All of the data that follows should be given again exactly, without its images.

(Beginning of RECORDS FOR THE TASK)

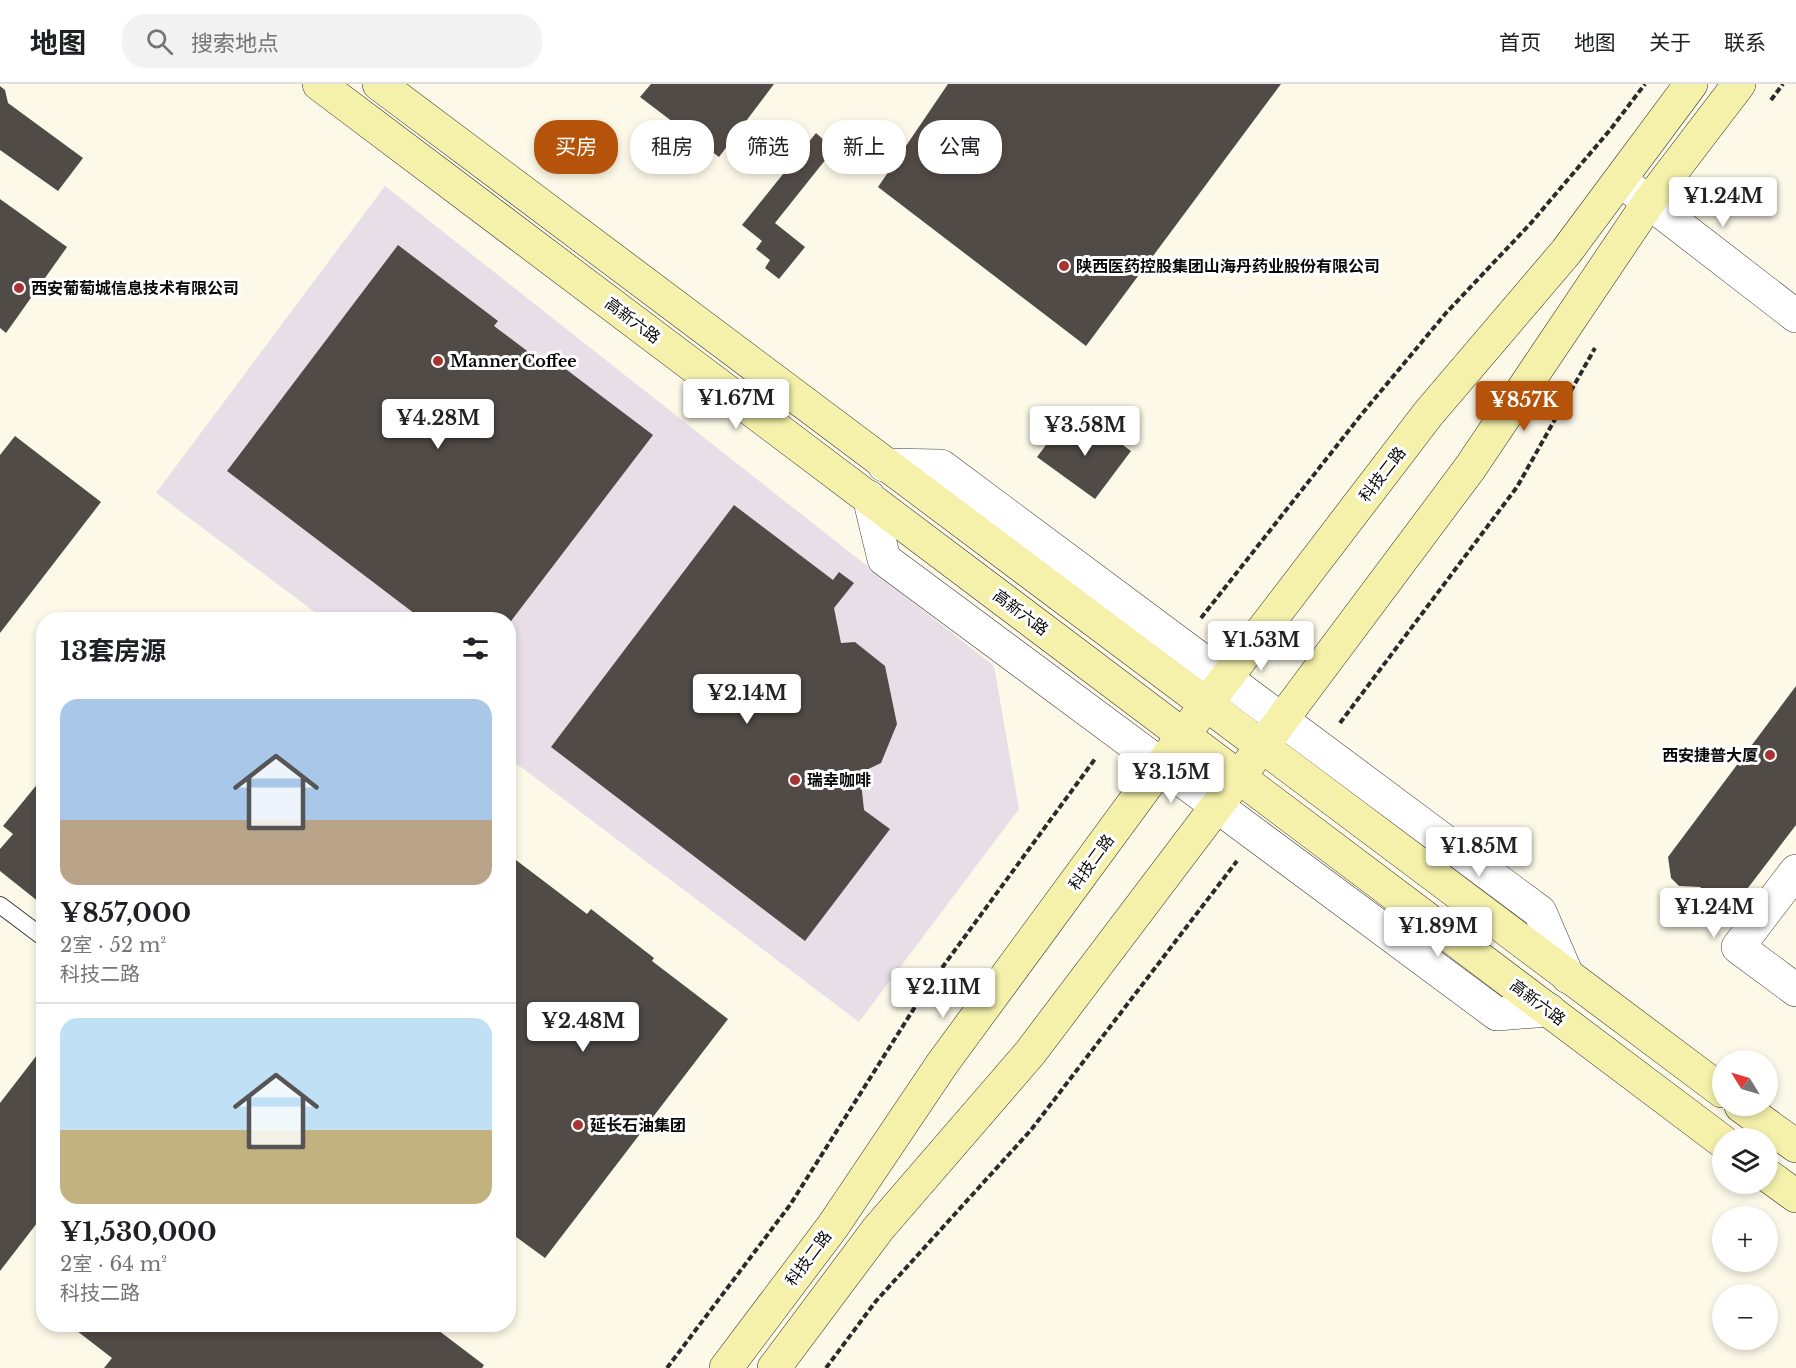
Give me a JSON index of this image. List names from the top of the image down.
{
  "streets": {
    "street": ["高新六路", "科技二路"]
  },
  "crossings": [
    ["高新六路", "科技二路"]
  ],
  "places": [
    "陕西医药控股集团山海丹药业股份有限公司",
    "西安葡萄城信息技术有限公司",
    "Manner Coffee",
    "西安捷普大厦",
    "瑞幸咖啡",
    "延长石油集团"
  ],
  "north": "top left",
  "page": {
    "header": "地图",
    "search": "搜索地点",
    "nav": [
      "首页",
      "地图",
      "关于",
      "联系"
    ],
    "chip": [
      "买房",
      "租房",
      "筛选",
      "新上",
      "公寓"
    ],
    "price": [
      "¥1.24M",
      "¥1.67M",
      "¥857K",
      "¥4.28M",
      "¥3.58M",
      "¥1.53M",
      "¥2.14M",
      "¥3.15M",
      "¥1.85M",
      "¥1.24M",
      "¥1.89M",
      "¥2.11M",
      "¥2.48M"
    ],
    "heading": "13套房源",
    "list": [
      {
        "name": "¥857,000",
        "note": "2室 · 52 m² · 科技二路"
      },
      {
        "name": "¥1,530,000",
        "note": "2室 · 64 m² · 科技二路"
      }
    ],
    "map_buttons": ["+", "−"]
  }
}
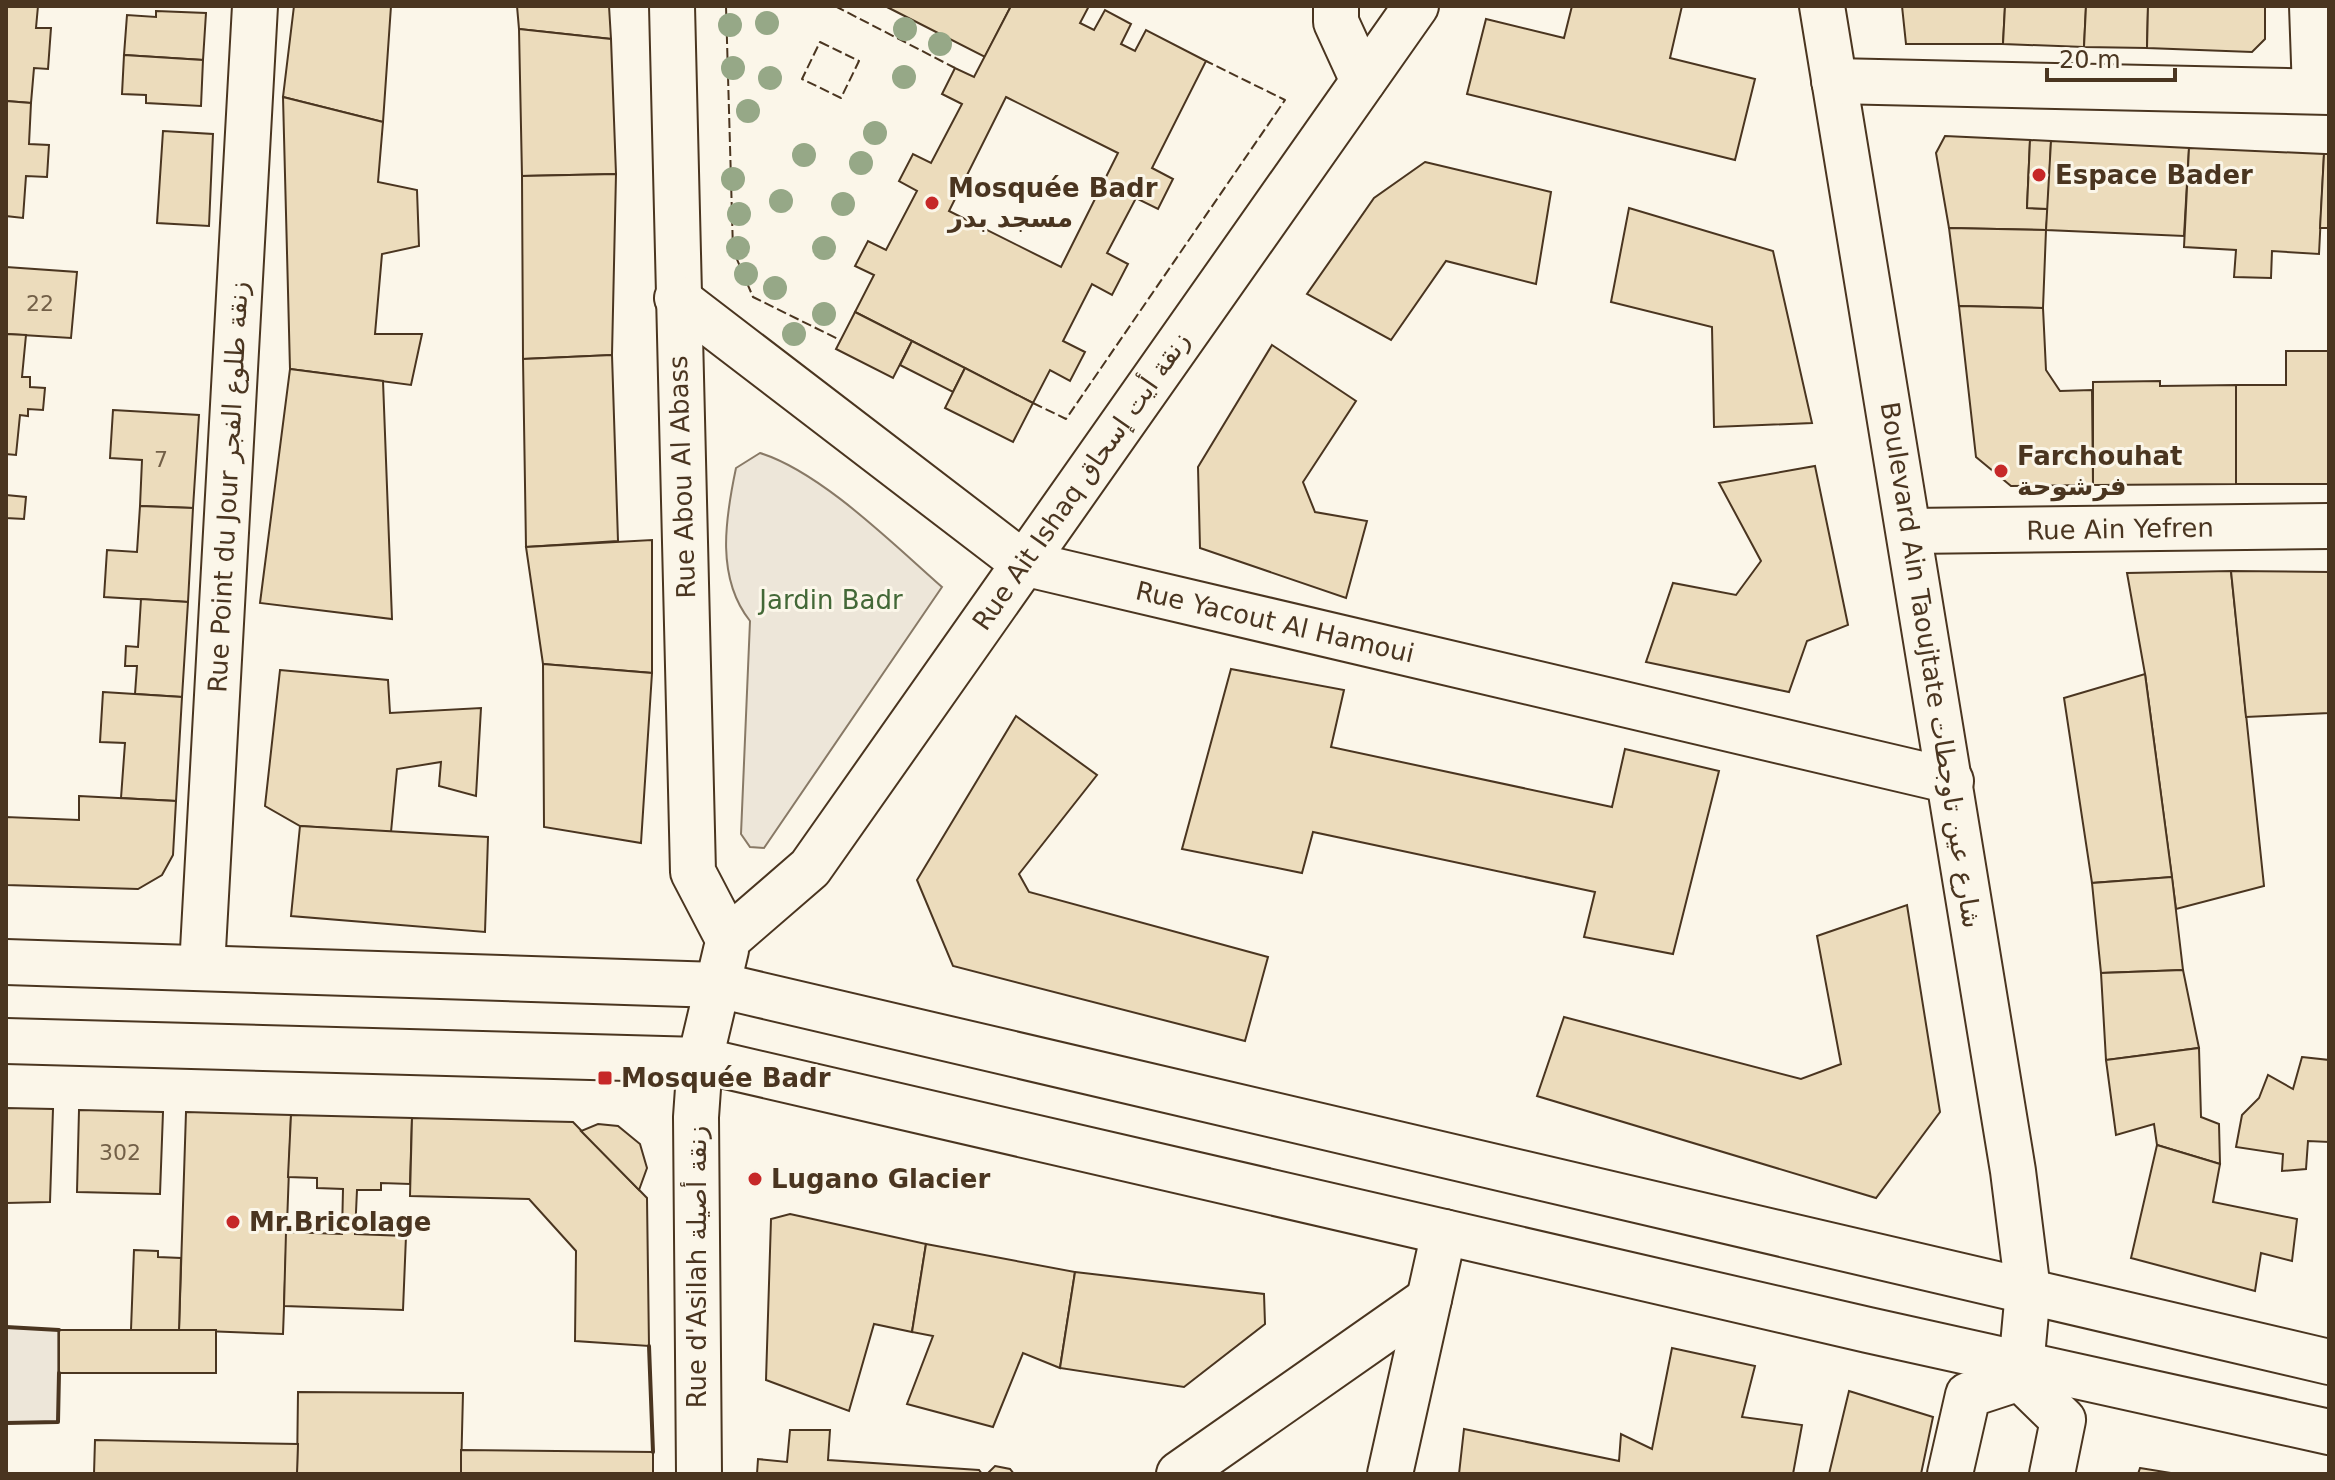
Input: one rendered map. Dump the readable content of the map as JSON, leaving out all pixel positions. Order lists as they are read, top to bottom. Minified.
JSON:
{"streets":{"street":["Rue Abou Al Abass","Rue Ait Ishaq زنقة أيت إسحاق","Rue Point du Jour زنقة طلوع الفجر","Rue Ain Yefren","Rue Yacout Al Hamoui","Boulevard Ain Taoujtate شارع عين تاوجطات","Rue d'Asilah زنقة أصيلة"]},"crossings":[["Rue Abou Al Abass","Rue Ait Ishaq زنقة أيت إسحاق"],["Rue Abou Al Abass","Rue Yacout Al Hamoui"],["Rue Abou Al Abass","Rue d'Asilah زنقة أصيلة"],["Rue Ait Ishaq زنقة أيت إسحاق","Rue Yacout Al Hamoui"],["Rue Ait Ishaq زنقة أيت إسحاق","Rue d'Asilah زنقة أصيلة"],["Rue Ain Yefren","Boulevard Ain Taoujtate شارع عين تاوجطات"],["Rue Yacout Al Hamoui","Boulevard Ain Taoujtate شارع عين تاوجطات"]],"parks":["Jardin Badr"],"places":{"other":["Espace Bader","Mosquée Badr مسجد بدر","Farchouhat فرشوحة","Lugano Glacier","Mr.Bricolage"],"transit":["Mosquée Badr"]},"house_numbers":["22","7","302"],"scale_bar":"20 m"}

(End of RECORDS FOR THE TASK)

* YOUR RESPONSE:
Give me a JSON index of this image. List names from the top of the image down.
{
  "streets": {
    "street": ["高新六路", "科技二路"]
  },
  "crossings": [
    ["高新六路", "科技二路"]
  ],
  "places": [
    "陕西医药控股集团山海丹药业股份有限公司",
    "西安葡萄城信息技术有限公司",
    "Manner Coffee",
    "西安捷普大厦",
    "瑞幸咖啡",
    "延长石油集团"
  ],
  "north": "top left",
  "page": {
    "header": "地图",
    "search": "搜索地点",
    "nav": [
      "首页",
      "地图",
      "关于",
      "联系"
    ],
    "chip": [
      "买房",
      "租房",
      "筛选",
      "新上",
      "公寓"
    ],
    "price": [
      "¥1.24M",
      "¥1.67M",
      "¥857K",
      "¥4.28M",
      "¥3.58M",
      "¥1.53M",
      "¥2.14M",
      "¥3.15M",
      "¥1.85M",
      "¥1.24M",
      "¥1.89M",
      "¥2.11M",
      "¥2.48M"
    ],
    "heading": "13套房源",
    "list": [
      {
        "name": "¥857,000",
        "note": "2室 · 52 m² · 科技二路"
      },
      {
        "name": "¥1,530,000",
        "note": "2室 · 64 m² · 科技二路"
      }
    ],
    "map_buttons": ["+", "−"]
  }
}
Input: one rendered map. Dump the readable content of the map as JSON, leaving out all pixel positions. Order lists as they are read, top to bottom. Minified.
JSON:
{"streets":{"street":["Rue Abou Al Abass","Rue Ait Ishaq زنقة أيت إسحاق","Rue Point du Jour زنقة طلوع الفجر","Rue Ain Yefren","Rue Yacout Al Hamoui","Boulevard Ain Taoujtate شارع عين تاوجطات","Rue d'Asilah زنقة أصيلة"]},"crossings":[["Rue Abou Al Abass","Rue Ait Ishaq زنقة أيت إسحاق"],["Rue Abou Al Abass","Rue Yacout Al Hamoui"],["Rue Abou Al Abass","Rue d'Asilah زنقة أصيلة"],["Rue Ait Ishaq زنقة أيت إسحاق","Rue Yacout Al Hamoui"],["Rue Ait Ishaq زنقة أيت إسحاق","Rue d'Asilah زنقة أصيلة"],["Rue Ain Yefren","Boulevard Ain Taoujtate شارع عين تاوجطات"],["Rue Yacout Al Hamoui","Boulevard Ain Taoujtate شارع عين تاوجطات"]],"parks":["Jardin Badr"],"places":{"other":["Espace Bader","Mosquée Badr مسجد بدر","Farchouhat فرشوحة","Lugano Glacier","Mr.Bricolage"],"transit":["Mosquée Badr"]},"house_numbers":["22","7","302"],"scale_bar":"20 m"}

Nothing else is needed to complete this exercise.